Whatever the motivation for donating personal belongings – be it sheer exhibitionism, therapeutic relief, or simple curiosity – people embraced the idea of exhibiting their love legacy as a sort of a ritual, a solemn ceremony. Our societies oblige us with our marriages, funerals, and even graduation farewells, but deny us any formal recognition of the demise of a relationship, despite its strong emotional effect. In the words of Roland Barthes in A Lover's Discourse: "Every passion, ultimately, has its spectator... (there is) no amorous oblation without a final theater."
If you are interested in attending, the exhibition will remain in Taipei until September 1 (details here).

The news about the hugging reminded me of an experience I had in Taipei in April. While walking around a popular shopping area, I met five friendly people.

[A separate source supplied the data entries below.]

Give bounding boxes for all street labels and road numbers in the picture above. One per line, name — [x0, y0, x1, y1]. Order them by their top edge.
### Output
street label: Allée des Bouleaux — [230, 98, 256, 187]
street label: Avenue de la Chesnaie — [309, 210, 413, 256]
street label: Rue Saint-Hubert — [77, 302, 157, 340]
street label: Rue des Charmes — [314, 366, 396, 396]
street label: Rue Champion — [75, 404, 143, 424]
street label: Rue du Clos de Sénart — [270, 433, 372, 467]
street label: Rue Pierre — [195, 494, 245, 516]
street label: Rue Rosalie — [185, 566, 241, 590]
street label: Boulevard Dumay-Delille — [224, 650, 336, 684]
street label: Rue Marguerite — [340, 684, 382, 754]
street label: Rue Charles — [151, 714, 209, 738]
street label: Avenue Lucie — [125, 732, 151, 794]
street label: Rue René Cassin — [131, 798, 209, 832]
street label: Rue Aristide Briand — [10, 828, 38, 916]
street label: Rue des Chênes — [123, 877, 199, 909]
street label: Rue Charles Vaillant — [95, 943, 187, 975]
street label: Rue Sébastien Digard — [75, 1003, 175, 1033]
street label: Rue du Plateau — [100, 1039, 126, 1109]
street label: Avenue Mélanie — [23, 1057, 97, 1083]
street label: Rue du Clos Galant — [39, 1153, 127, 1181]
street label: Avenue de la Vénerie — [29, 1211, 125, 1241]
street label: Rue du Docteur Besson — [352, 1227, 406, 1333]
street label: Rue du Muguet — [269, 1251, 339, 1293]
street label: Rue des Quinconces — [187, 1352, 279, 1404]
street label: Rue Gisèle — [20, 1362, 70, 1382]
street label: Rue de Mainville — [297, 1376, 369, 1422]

5 youth in Taipei holding signs reading 'Free Hugs Share Your Love'

They held signs declaring "Free Hugs -- Share Your Love", and I hugged everyone. There was no mention of failed relationships. Instead, they said their goal was raising money for a children's charity.

Both events were remarkable to me since Taiwan was a bit more "conservative" regarding hugging when I first stayed there over 10 years ago. So even when the The Museum of Broken Relationships leaves Taipei, a variety of opportunities may remain for hugs in Taipei. Finding an elephant to hug might be harder though.